Hardy Paredes

Personal information
- Nickname: El Huracán
- Born: Hardy Mauricio Paredes Barrera 4 March 1983 (age 43) Osorno, Chile
- Height: 5 ft 5 in (165 cm)
- Weight: featherweight Lightweight

Boxing career
- Reach: 67+1⁄2 in (171 cm)
- Stance: Orthodox

Boxing record
- Total fights: 34
- Wins: 18
- Win by KO: 11
- Losses: 16

= Hardy Paredes =

Chilean boxer (born 1983)

Hardy Mauricio Paredes Barrera (born 4 March 1983) is a Chilean former professional boxer who competed from 2004 to 2018. He is a former Chilean featherweight and lightweight champion.

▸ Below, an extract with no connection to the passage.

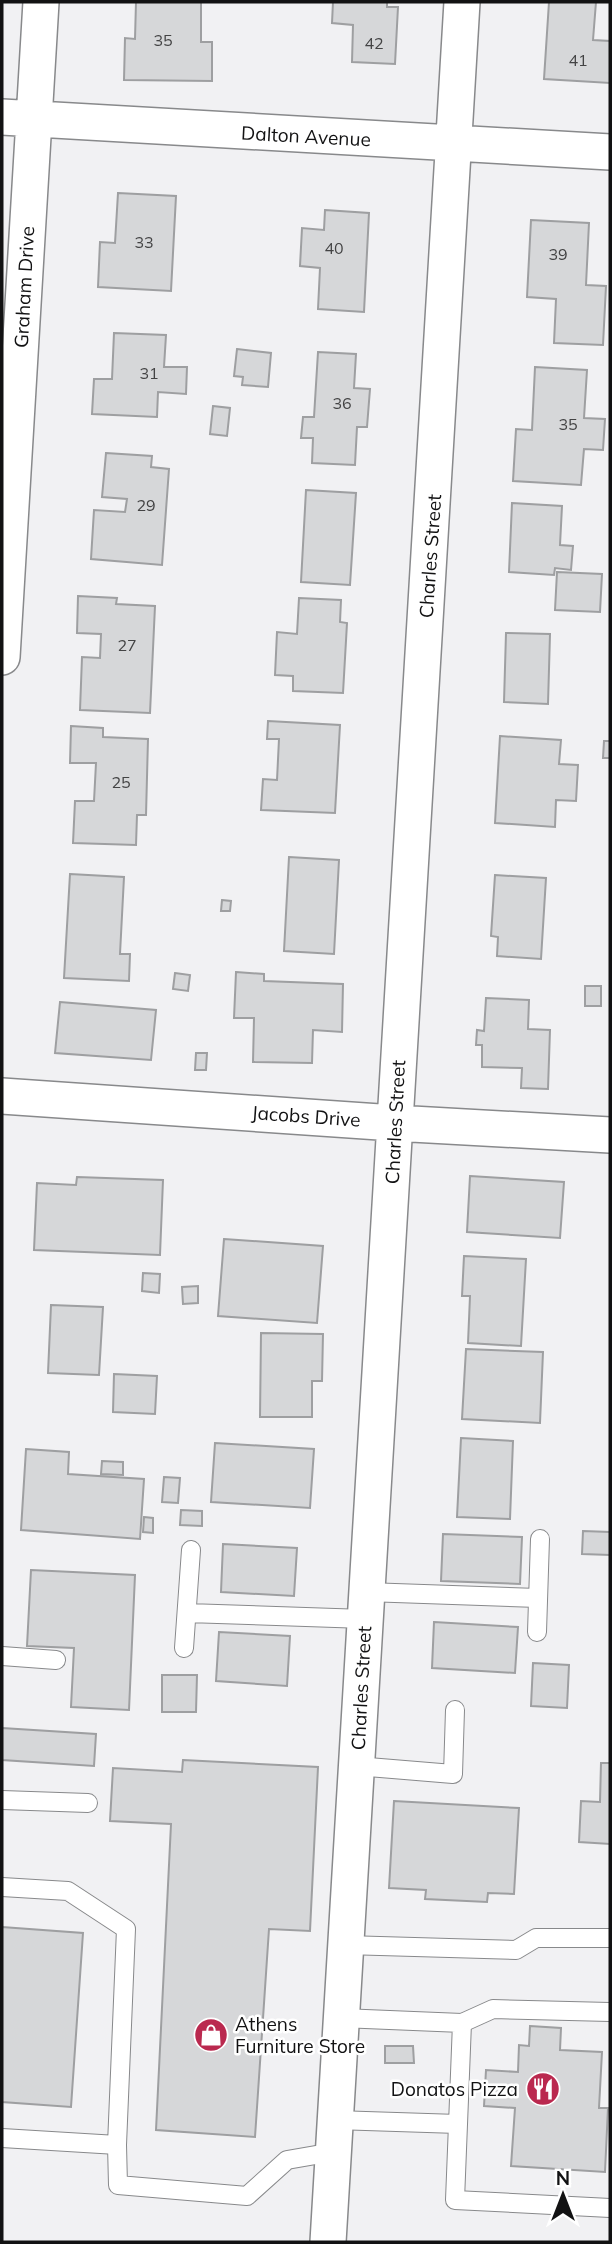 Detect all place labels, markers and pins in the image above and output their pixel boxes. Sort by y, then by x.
place label: Athens Furniture Store [235,2012,365,2058]
shop icon: Athens Furniture Store [192,2016,230,2054]
restaurant icon: Donatos Pizza [524,2070,562,2108]
place label: Donatos Pizza [391,2077,518,2101]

He is also a former WBA Fedebol lightweight champion.

==Professional career==
Paredes opened his professional career with a 7–1 record before capturing the vacant Chilean featherweight title with a victory over Juan Nahuel on 25 November 2005. On 20 February 2009, he defeated Carlos Narvaez by fifth-round technical knockout to capture the vacant Chilean lightweight title, becoming a two-division Chilean champion.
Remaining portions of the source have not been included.